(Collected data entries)
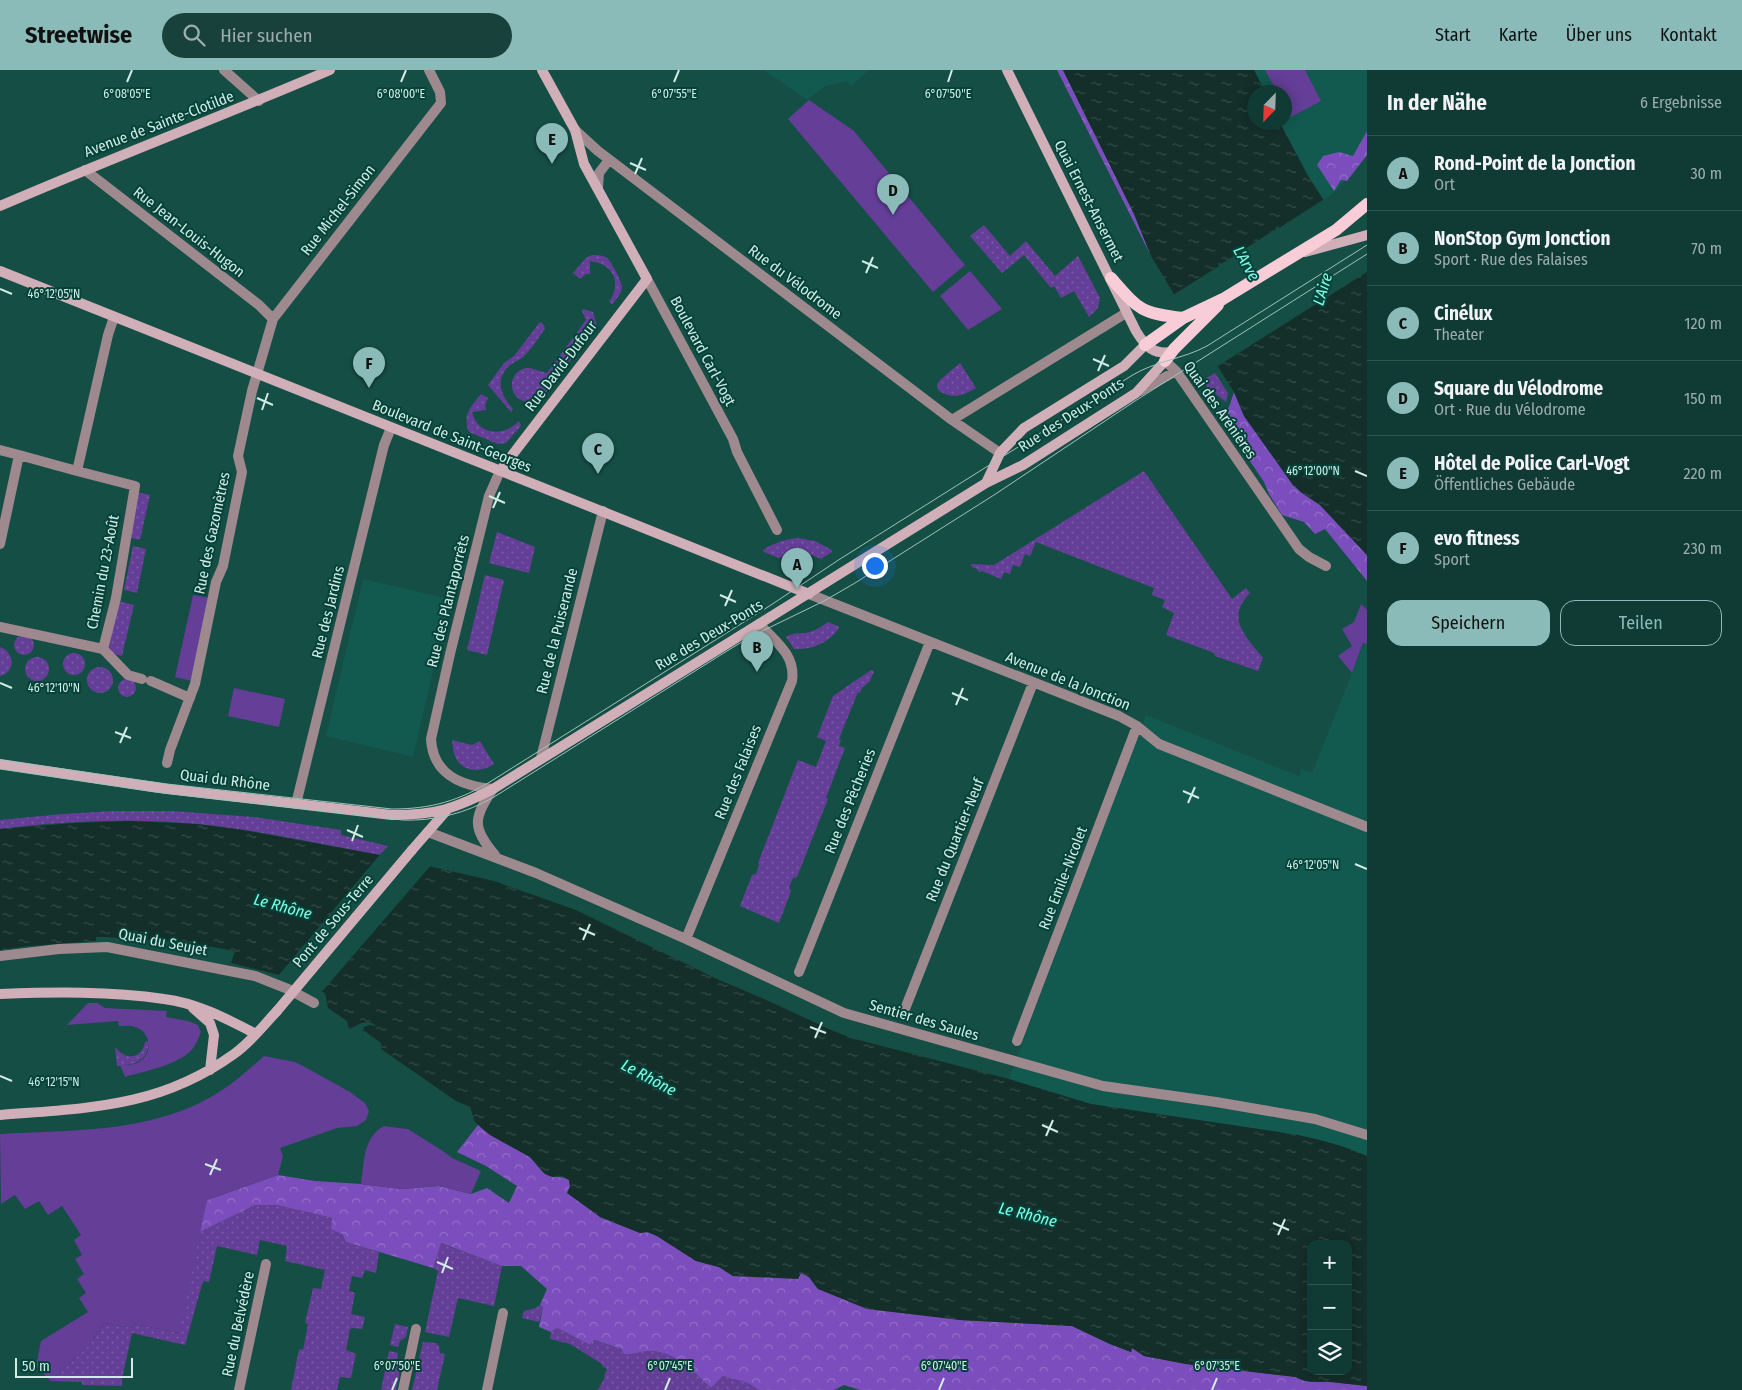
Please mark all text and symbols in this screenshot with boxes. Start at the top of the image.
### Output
search box [162,13,512,58]
text: Streetwise [25,21,132,49]
icon: search [180,21,208,49]
text: Hier suchen [220,24,313,47]
text: Start [1435,24,1471,46]
text: Karte [1499,24,1538,46]
text: Über uns [1566,24,1632,46]
text: Kontakt [1660,24,1717,46]
north arrow [1247,85,1292,130]
street label: Avenue de Sainte-Clotilde [82,87,236,161]
text: 6°08'05"E [103,87,151,101]
text: 6°08'00"E [377,87,426,101]
text: 6°07'55"E [651,87,697,101]
text: 6°07'50"E [925,87,972,101]
text: In der Nähe [1387,90,1487,116]
text: 6 Ergebnisse [1640,93,1722,112]
pin: E [536,123,568,164]
street label: Quai Ernest-Ansermet [1051,137,1128,265]
text: Rond-Point de la Jonction [1434,152,1635,175]
street label: Rue Michel-Simon [297,161,379,259]
text: A [1399,164,1407,183]
text: 30 m [1690,164,1722,183]
pin: D [877,174,909,215]
text: Ort [1434,175,1455,194]
street label: Rue Jean-Louis-Hugon [130,183,248,281]
text: NonStop Gym Jonction [1434,227,1610,250]
text: B [1399,239,1407,258]
text: 70 m [1691,239,1722,258]
street label: Rue du Vélodrome [745,241,845,323]
water label: L'Arve [1229,243,1264,284]
text: Sport · Rue des Falaises [1434,250,1588,269]
water label: L'Aire [1309,270,1337,308]
text: 46°12'05"N [28,287,80,301]
street label: Boulevard Carl-Vogt [667,293,740,409]
text: Cinélux [1434,302,1492,325]
text: C [1399,314,1407,333]
text: 120 m [1684,314,1722,333]
street label: Rue David-Dufour [521,317,601,415]
text: Theater [1434,325,1484,344]
pin: F [353,347,385,388]
street label: Quai des Arénières [1180,358,1260,462]
street label: Rue des Deux-Ponts [1015,374,1127,456]
text: Square du Vélodrome [1434,377,1603,400]
text: D [1398,389,1408,408]
text: 150 m [1684,389,1722,408]
street label: Boulevard de Saint-Georges [370,396,534,476]
text: Ort · Rue du Vélodrome [1434,400,1586,419]
pin: C [582,433,614,474]
text: Hôtel de Police Carl-Vogt [1434,452,1630,475]
text: 46°12'00"N [1286,464,1340,478]
text: E [1399,464,1407,483]
text: 220 m [1683,464,1722,483]
street label: Rue des Gazomètres [190,470,234,596]
text: Öffentliches Gebäude [1434,475,1575,494]
street label: Chemin du 23-Août [83,513,123,631]
text: evo fitness [1434,527,1520,550]
street label: Rue des Plantaporrêts [423,533,473,669]
text: F [1399,539,1407,558]
text: 230 m [1683,539,1722,558]
pin: A [781,548,813,589]
text: Sport [1434,550,1470,569]
your location [862,553,888,579]
street label: Rue des Jardins [308,564,348,660]
street label: Rue de la Puiserande [533,566,581,696]
street label: Rue des Deux-Ponts [652,596,766,674]
button: Speichern [1387,600,1550,646]
button: Teilen [1560,600,1722,646]
pin: B [741,631,773,672]
street label: Avenue de la Jonction [1003,648,1133,714]
text: 46°12'10"N [28,681,80,695]
street label: Rue des Falaises [711,722,765,822]
street label: Rue des Pêcheries [821,746,879,856]
street label: Quai du Rhône [179,766,271,794]
street label: Rue du Quartier-Neuf [922,774,989,904]
street label: Rue Emile-Nicolet [1035,824,1091,932]
text: 46°12'05"N [1287,858,1339,872]
street label: Pont de Sous-Terre [289,871,377,971]
water label: Le Rhône [252,890,314,923]
street label: Quai du Seujet [117,925,209,959]
street label: Sentier des Saules [867,996,981,1044]
water label: Le Rhône [618,1055,680,1100]
text: 46°12'15"N [28,1075,80,1089]
water label: Le Rhône [997,1198,1059,1231]
map controls [1307,1240,1352,1375]
button: + [1307,1240,1352,1285]
street label: Rue du Belvédère [218,1270,258,1378]
button: − [1307,1285,1352,1330]
button: layers [1307,1330,1352,1375]
scale bar [15,1355,132,1378]
text: 50 m [22,1358,50,1375]
text: 6°07'50"E [374,1359,421,1373]
text: 6°07'45"E [647,1359,693,1373]
text: 6°07'40"E [921,1359,968,1373]
text: 6°07'35"E [1194,1359,1240,1373]

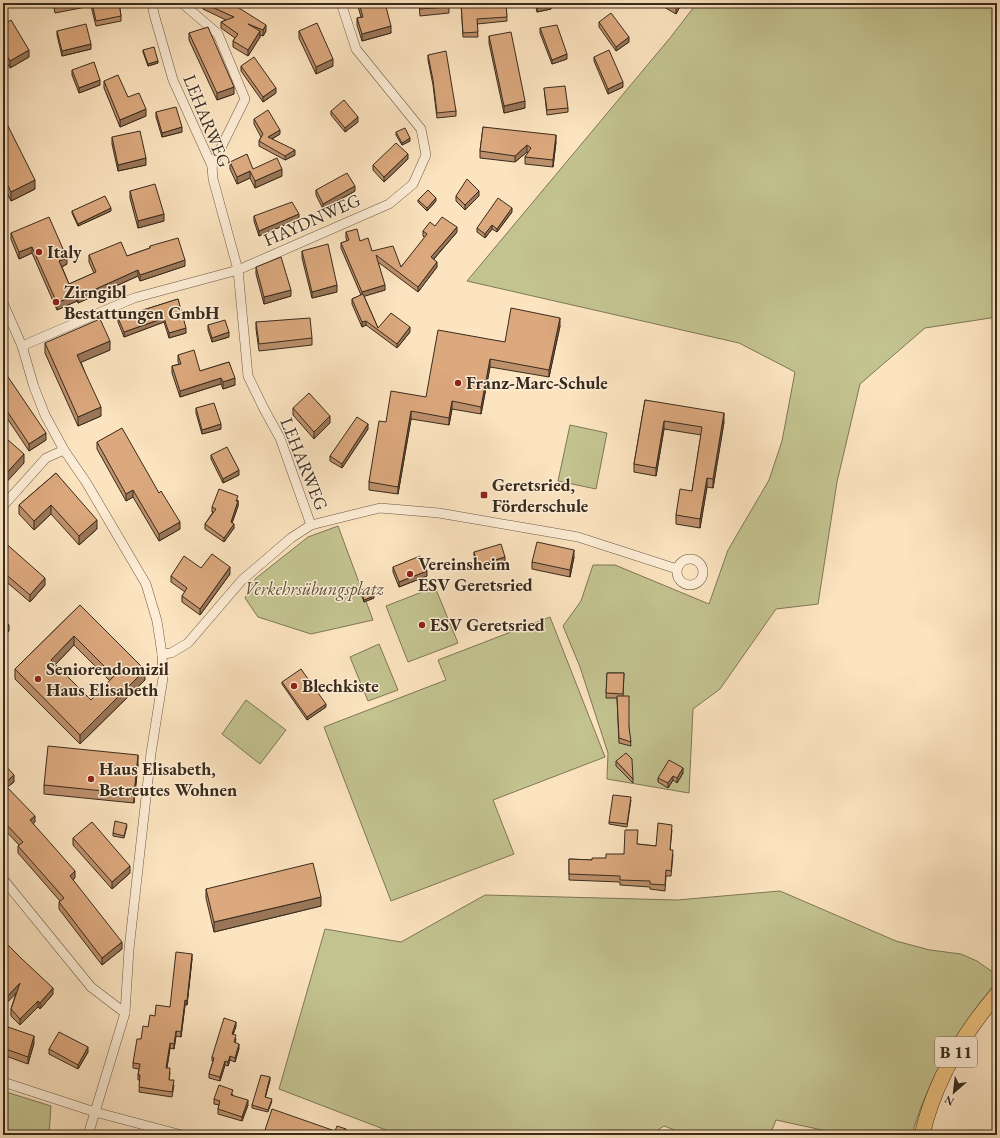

Exercise prompt: The response should repeat every entry above exactly and include none of the pictures.

Reply:
Please mark all text and symbols in this screenshot with boxes. Start at the top of the image.
### Output
search box [162,13,512,58]
text: Streetwise [25,21,132,49]
icon: search [180,21,208,49]
text: Hier suchen [220,24,313,47]
text: Start [1435,24,1471,46]
text: Karte [1499,24,1538,46]
text: Über uns [1566,24,1632,46]
text: Kontakt [1660,24,1717,46]
north arrow [1247,85,1292,130]
street label: Avenue de Sainte-Clotilde [82,87,236,161]
text: 6°08'05"E [103,87,151,101]
text: 6°08'00"E [377,87,426,101]
text: 6°07'55"E [651,87,697,101]
text: 6°07'50"E [925,87,972,101]
text: In der Nähe [1387,90,1487,116]
text: 6 Ergebnisse [1640,93,1722,112]
pin: E [536,123,568,164]
street label: Quai Ernest-Ansermet [1051,137,1128,265]
text: Rond-Point de la Jonction [1434,152,1635,175]
street label: Rue Michel-Simon [297,161,379,259]
text: A [1399,164,1407,183]
text: 30 m [1690,164,1722,183]
pin: D [877,174,909,215]
text: Ort [1434,175,1455,194]
street label: Rue Jean-Louis-Hugon [130,183,248,281]
text: NonStop Gym Jonction [1434,227,1610,250]
text: B [1399,239,1407,258]
text: 70 m [1691,239,1722,258]
street label: Rue du Vélodrome [745,241,845,323]
water label: L'Arve [1229,243,1264,284]
text: Sport · Rue des Falaises [1434,250,1588,269]
water label: L'Aire [1309,270,1337,308]
text: 46°12'05"N [28,287,80,301]
street label: Boulevard Carl-Vogt [667,293,740,409]
text: Cinélux [1434,302,1492,325]
text: C [1399,314,1407,333]
text: 120 m [1684,314,1722,333]
street label: Rue David-Dufour [521,317,601,415]
text: Theater [1434,325,1484,344]
pin: F [353,347,385,388]
street label: Quai des Arénières [1180,358,1260,462]
street label: Rue des Deux-Ponts [1015,374,1127,456]
text: Square du Vélodrome [1434,377,1603,400]
text: D [1398,389,1408,408]
text: 150 m [1684,389,1722,408]
street label: Boulevard de Saint-Georges [370,396,534,476]
text: Ort · Rue du Vélodrome [1434,400,1586,419]
pin: C [582,433,614,474]
text: Hôtel de Police Carl-Vogt [1434,452,1630,475]
text: 46°12'00"N [1286,464,1340,478]
text: E [1399,464,1407,483]
text: 220 m [1683,464,1722,483]
street label: Rue des Gazomètres [190,470,234,596]
text: Öffentliches Gebäude [1434,475,1575,494]
street label: Chemin du 23-Août [83,513,123,631]
text: evo fitness [1434,527,1520,550]
street label: Rue des Plantaporrêts [423,533,473,669]
text: F [1399,539,1407,558]
text: 230 m [1683,539,1722,558]
pin: A [781,548,813,589]
text: Sport [1434,550,1470,569]
your location [862,553,888,579]
street label: Rue des Jardins [308,564,348,660]
street label: Rue de la Puiserande [533,566,581,696]
street label: Rue des Deux-Ponts [652,596,766,674]
button: Speichern [1387,600,1550,646]
button: Teilen [1560,600,1722,646]
pin: B [741,631,773,672]
street label: Avenue de la Jonction [1003,648,1133,714]
text: 46°12'10"N [28,681,80,695]
street label: Rue des Falaises [711,722,765,822]
street label: Rue des Pêcheries [821,746,879,856]
street label: Quai du Rhône [179,766,271,794]
street label: Rue du Quartier-Neuf [922,774,989,904]
street label: Rue Emile-Nicolet [1035,824,1091,932]
text: 46°12'05"N [1287,858,1339,872]
street label: Pont de Sous-Terre [289,871,377,971]
water label: Le Rhône [252,890,314,923]
street label: Quai du Seujet [117,925,209,959]
street label: Sentier des Saules [867,996,981,1044]
water label: Le Rhône [618,1055,680,1100]
text: 46°12'15"N [28,1075,80,1089]
water label: Le Rhône [997,1198,1059,1231]
map controls [1307,1240,1352,1375]
button: + [1307,1240,1352,1285]
street label: Rue du Belvédère [218,1270,258,1378]
button: − [1307,1285,1352,1330]
button: layers [1307,1330,1352,1375]
scale bar [15,1355,132,1378]
text: 50 m [22,1358,50,1375]
text: 6°07'50"E [374,1359,421,1373]
text: 6°07'45"E [647,1359,693,1373]
text: 6°07'40"E [921,1359,968,1373]
text: 6°07'35"E [1194,1359,1240,1373]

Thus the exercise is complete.